Caesar and Vigenere Encryption

The Caesar and Vigenre ciphers are two popular substitution ciphers, so named because letters are substituted for others in their usage. Named after Julius Caesar, who is said to have used it in personal and military communication, is one of the oldest and most widely known ciphers. The Vigenre Cipher was developed in the 1500s and has been attributed to French diplomat Blaise de Vigenre, although its actual origins are unclear.

For this assignment, you will always leave all characters that are not letters unchanged.

Plaintext message letters may be either upper or lower case, but you should output only upper case ciphertext.

Remember that the string function upper() gives back a version of its string that has all alphabet characters converted to upper case.

I.e.,

name = "Caesar"
print (name.upper())

will print out CAESAR

Note that you are writing two functions for each cryptosystem, an encrypt and a decrypt, so one partial test of the correctness of your work is whether first encrypting and then decrypting returns the original string (except that you may have converted some lower case letters to upper case).

Overview of the assignment

You will write a total of four functions, each of which will take two inputs and return a string:

c_encrypt()
c_decrypt()
vig_encrypt()
vig_decrypt()

The first argument will be a string containing the plaintext (or clear text) message to be encrypted for the two encrypt functions, and a string containing a ciphertext to be decrypted.

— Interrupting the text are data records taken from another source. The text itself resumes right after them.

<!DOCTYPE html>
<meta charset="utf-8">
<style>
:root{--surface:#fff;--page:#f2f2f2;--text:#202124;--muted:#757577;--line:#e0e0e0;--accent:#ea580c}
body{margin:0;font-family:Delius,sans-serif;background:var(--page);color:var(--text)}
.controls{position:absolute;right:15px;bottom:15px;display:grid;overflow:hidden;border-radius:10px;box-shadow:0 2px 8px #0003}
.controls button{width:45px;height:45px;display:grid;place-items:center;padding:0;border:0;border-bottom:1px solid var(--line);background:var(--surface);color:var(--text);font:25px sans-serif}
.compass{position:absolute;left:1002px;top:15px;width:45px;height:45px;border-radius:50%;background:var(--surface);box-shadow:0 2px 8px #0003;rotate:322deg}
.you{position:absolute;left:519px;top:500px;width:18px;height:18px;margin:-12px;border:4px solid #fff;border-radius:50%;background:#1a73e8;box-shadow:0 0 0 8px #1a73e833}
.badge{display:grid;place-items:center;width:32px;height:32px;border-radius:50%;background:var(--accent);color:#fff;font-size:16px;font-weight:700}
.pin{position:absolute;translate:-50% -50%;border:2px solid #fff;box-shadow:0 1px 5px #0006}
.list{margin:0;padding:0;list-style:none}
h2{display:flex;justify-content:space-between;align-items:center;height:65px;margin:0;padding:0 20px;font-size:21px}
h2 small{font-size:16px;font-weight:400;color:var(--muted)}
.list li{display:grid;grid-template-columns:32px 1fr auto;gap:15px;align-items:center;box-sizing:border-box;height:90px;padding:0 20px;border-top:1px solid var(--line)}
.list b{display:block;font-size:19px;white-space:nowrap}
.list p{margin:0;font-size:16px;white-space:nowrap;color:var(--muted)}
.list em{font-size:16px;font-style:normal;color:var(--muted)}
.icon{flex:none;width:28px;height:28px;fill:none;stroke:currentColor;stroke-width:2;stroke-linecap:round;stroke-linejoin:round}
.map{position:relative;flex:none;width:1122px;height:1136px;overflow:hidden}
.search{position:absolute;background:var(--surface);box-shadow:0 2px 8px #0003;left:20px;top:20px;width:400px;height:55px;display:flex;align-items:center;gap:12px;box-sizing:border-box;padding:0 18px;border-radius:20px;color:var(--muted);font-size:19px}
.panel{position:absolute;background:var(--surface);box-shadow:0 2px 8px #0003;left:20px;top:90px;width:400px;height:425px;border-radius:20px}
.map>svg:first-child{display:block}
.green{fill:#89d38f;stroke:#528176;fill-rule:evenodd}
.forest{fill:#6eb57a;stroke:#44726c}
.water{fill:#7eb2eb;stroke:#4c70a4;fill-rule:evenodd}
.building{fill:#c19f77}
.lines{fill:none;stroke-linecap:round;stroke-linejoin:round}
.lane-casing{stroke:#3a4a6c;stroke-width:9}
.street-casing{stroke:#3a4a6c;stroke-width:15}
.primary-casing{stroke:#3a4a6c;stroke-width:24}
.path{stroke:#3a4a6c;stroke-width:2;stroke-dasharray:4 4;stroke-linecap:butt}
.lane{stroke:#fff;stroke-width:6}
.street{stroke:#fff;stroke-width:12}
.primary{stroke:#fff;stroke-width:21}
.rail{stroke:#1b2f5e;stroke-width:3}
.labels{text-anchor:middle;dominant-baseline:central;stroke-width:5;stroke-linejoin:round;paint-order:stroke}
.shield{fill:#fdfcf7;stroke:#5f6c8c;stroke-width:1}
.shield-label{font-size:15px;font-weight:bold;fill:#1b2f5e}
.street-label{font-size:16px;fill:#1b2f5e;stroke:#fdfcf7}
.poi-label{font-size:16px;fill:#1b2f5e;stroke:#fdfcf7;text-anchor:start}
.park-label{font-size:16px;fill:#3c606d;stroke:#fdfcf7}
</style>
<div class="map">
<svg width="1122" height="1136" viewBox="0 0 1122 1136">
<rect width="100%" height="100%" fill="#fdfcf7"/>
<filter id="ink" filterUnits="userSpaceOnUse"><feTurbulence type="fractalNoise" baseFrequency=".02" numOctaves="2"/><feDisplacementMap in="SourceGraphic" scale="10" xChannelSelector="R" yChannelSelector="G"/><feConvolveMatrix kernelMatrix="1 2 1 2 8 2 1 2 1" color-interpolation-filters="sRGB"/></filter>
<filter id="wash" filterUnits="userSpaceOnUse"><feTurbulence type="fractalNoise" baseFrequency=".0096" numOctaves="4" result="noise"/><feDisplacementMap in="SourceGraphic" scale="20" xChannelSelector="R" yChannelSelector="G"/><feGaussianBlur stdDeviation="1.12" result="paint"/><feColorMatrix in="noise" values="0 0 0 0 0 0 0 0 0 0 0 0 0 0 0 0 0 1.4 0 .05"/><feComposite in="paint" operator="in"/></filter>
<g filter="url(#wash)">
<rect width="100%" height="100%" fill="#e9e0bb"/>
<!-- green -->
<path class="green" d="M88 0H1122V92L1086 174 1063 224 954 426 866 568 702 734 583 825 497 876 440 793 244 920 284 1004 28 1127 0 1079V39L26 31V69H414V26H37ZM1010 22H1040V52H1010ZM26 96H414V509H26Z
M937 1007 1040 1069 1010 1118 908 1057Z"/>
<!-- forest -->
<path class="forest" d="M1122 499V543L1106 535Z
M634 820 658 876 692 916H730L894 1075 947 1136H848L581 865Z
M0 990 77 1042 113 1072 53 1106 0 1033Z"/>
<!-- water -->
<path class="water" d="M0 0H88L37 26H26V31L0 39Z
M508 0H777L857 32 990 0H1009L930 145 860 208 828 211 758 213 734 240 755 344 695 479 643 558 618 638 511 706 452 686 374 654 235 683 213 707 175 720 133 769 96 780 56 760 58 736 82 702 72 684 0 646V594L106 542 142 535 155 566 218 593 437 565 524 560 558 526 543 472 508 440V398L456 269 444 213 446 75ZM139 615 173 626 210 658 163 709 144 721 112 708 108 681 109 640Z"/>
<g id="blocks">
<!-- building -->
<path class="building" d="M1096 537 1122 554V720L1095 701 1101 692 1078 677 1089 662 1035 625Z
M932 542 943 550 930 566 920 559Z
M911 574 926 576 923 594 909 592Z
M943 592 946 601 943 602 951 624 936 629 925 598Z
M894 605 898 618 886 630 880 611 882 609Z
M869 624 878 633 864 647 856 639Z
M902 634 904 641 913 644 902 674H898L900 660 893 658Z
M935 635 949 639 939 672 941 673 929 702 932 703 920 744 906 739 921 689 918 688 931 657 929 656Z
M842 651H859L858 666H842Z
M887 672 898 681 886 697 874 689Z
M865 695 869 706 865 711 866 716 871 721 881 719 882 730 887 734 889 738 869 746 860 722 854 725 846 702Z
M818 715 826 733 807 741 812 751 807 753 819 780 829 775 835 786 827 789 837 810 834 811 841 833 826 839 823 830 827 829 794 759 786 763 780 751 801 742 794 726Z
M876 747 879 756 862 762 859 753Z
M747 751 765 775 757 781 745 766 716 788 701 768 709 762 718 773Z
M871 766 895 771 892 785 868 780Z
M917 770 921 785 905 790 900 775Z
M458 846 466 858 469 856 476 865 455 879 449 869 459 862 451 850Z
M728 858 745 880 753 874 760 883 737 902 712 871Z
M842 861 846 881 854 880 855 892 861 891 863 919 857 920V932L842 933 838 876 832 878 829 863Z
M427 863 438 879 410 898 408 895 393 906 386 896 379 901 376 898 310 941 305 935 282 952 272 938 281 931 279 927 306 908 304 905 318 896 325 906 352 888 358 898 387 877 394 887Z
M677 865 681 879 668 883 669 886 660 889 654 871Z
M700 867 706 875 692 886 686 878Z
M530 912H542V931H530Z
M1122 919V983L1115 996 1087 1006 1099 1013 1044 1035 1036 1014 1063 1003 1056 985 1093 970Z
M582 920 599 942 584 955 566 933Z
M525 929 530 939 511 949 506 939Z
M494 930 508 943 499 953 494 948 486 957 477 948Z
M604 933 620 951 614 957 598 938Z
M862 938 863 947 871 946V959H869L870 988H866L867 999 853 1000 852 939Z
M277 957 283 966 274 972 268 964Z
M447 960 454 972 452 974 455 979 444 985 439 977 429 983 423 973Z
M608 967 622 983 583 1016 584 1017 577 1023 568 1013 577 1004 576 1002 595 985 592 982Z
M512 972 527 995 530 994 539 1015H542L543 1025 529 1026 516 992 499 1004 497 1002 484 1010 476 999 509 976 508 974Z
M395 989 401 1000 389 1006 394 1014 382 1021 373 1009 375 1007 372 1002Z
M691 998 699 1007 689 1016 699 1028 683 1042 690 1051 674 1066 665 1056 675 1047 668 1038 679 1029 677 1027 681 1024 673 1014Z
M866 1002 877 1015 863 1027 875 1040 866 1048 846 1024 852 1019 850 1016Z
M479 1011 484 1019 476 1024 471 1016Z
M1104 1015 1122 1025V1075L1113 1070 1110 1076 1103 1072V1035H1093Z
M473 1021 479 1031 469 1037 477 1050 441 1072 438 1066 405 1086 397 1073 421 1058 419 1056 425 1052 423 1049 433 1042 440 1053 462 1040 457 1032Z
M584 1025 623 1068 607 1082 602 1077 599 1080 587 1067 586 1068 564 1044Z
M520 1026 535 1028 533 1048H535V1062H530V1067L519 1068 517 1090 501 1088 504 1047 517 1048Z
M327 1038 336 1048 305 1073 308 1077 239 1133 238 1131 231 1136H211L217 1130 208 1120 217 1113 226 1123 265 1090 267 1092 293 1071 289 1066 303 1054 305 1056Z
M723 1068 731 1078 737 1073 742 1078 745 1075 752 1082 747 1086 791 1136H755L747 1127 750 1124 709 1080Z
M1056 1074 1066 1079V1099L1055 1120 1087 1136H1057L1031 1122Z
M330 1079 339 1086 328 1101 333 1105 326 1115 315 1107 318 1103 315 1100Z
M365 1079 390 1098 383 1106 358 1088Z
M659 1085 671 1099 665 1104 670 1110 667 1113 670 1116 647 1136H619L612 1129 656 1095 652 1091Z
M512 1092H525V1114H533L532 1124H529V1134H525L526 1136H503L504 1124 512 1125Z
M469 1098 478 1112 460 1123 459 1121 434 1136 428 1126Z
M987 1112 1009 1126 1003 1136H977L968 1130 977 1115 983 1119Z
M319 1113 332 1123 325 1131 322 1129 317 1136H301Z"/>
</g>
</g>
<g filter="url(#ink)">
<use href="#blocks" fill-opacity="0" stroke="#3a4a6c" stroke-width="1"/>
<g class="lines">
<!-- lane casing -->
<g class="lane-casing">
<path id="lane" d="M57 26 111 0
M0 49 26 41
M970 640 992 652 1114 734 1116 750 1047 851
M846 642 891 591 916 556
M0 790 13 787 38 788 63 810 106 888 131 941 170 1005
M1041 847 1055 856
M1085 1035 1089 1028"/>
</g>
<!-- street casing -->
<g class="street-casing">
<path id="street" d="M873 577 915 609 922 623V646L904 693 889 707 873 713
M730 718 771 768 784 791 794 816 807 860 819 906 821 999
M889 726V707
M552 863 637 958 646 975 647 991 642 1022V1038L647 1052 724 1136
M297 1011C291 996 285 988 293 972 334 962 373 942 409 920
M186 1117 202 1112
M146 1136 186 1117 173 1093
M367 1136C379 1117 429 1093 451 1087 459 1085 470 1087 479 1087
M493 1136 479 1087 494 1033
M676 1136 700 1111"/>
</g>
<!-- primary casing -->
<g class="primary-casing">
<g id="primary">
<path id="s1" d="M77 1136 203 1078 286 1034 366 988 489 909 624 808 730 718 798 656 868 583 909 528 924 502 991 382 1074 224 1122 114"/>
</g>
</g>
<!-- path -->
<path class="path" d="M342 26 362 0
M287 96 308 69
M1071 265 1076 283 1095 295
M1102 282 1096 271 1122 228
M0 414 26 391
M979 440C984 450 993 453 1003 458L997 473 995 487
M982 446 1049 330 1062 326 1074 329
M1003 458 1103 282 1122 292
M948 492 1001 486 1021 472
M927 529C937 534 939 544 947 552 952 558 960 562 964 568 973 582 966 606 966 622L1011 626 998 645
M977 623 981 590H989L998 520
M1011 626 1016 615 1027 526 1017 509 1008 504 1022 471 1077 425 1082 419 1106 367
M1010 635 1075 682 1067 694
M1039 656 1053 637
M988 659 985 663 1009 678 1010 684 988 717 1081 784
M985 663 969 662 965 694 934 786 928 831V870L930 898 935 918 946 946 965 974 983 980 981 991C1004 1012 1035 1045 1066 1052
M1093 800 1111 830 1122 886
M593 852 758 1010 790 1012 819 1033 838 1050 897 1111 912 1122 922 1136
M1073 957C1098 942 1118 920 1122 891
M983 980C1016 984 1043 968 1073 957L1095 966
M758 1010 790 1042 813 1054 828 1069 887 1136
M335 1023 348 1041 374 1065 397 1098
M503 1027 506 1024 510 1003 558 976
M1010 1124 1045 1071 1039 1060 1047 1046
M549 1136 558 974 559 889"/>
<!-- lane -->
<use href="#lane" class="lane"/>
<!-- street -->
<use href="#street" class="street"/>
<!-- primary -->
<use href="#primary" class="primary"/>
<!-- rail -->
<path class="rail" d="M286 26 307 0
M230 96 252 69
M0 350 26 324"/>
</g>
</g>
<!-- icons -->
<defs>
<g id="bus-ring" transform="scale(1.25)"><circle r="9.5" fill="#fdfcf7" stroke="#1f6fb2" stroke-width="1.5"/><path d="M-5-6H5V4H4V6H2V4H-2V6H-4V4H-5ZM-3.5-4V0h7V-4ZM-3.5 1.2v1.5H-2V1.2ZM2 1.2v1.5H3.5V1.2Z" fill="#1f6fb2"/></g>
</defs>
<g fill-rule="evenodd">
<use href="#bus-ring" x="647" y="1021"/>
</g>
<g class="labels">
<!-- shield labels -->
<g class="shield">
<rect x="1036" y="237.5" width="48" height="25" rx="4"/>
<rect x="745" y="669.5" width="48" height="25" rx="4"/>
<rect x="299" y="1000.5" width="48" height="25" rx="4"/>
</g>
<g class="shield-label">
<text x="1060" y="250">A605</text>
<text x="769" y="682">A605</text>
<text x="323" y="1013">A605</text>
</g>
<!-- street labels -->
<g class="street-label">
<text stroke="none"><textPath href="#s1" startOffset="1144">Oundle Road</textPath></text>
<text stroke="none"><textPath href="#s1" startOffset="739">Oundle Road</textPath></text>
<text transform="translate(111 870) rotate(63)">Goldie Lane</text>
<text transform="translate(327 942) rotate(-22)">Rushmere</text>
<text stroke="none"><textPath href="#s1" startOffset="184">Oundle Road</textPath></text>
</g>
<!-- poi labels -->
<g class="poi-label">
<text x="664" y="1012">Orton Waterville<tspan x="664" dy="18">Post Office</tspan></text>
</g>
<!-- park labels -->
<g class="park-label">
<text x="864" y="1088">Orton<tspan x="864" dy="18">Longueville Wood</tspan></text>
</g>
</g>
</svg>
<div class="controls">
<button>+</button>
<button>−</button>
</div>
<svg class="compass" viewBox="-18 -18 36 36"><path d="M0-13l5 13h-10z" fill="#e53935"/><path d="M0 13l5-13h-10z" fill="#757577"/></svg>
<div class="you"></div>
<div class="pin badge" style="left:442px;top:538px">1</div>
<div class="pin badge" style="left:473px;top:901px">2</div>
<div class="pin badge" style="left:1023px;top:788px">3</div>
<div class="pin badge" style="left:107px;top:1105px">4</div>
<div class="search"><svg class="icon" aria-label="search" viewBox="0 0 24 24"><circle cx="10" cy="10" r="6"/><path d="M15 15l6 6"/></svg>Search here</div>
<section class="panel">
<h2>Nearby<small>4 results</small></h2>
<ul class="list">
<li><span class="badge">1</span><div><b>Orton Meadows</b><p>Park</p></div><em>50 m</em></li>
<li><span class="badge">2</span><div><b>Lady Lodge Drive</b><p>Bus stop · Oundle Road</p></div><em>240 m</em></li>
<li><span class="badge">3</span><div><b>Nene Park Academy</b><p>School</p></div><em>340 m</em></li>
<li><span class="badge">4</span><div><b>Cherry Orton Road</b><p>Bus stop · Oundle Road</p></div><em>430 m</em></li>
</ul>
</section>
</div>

The second argument will be the key.

For this assignment, you will always leave all characters in plaintext or ciphertext that are not letters (i.e., spaces and punctuation marks) unchanged.

Plaintext message letters may be either upper or lower case, but you should output only upper case ciphertext.

Remember the string function upper() you used in lab.

Note that you are writing two functions for each cryptosystem, an encrypt and a decrypt, so one partial test of the correctness of your work is whether first encrypting and then decrypting returns the original string (except that you may have converted some lower case letters to upper case).

Caesar Cipher

Caesar part of the homework: Write c_encrypt() and c_decrypt(), both of which take two arguments, the first one a string and the second one an integer key.

Both should return a string.

This will be much easier if both functions use the rotate() shift function you wrote for the lab.

As with the lab, you may not use the Python ord() or chr() functions

Vigenere Cipher

The Vigenre Cipher was more or less completely unbreakable from its introduction sometime in the 1500s until well into the 1800s.

The key in Vigenre is a key word that is used over and over again to give a different key to the Caesar cipher for each letter of the encryption (and decryption), with 'A', in good Python form, representing a rotation of 0. (We Pythonistas start at 0, not 1!)

So if the key is ABACUS, then we encrypt:

the first letter of our message with a Caesar cipher with a key/rotation of 0, because A is the first letter of the alphabet, the second letter with a key/rotation of 1 (for the 'B'), the third letter with a rotation of 0 (for the second 'A' of ABACUS), the fourth letter with a key/rotation of 2 for the 'C', the fifth letter with a key/rotation of 20 for the 'U', the sixth letter with a key/rotation of 18 for the 'S', and wrap back to the start of our keyword ABACUS and encrypt the seventh letter with a key/rotation of 0 for the first 'A' in ABACUS

Back in the 1800s people wanting to use this system would make use of a Vigenre square, also known as the tabula recta, shown in the middle of the Wikipedia entry for the Vigenre cipher, but we can use Python.

Vigenere part of the homework: Write vig_encrypt() and vig_decrypt() functions. Each takes two strings as inputs, with the first being the plaintext/ciphertext, and the second being the key. Both should be calling functions you wrote earlier to help make the work easier.

The key will be a string consisting only of letters, but the letters might be in upper, lower, or mixed case. Important: If the plaintext to be encrypted has non-alphabetic characters (e.g., spaces or punctuation):

Leave the non-alphabetic character unchanged just as you did for Caesar Cipher.

Do not advance in use of the key for non-alphabetic characters in the plaintext. So for vig_encrypt('Hi Mom!', 'LEMON'), the H is encrypted according to the L from the key, the i (after conversion to I) is encrypted according to the E in the key, and the M in the plaintext is encrypted according to the M in the key (rather than according to the O in the key).

One check on your work: vig_encrypt('ATTACKATDAWN', 'LEMON') should return the string LXFOPVEFRNHR; another is that vig_encrypt('Hi Mom!', 'LEMON') should return the string SM YCZ!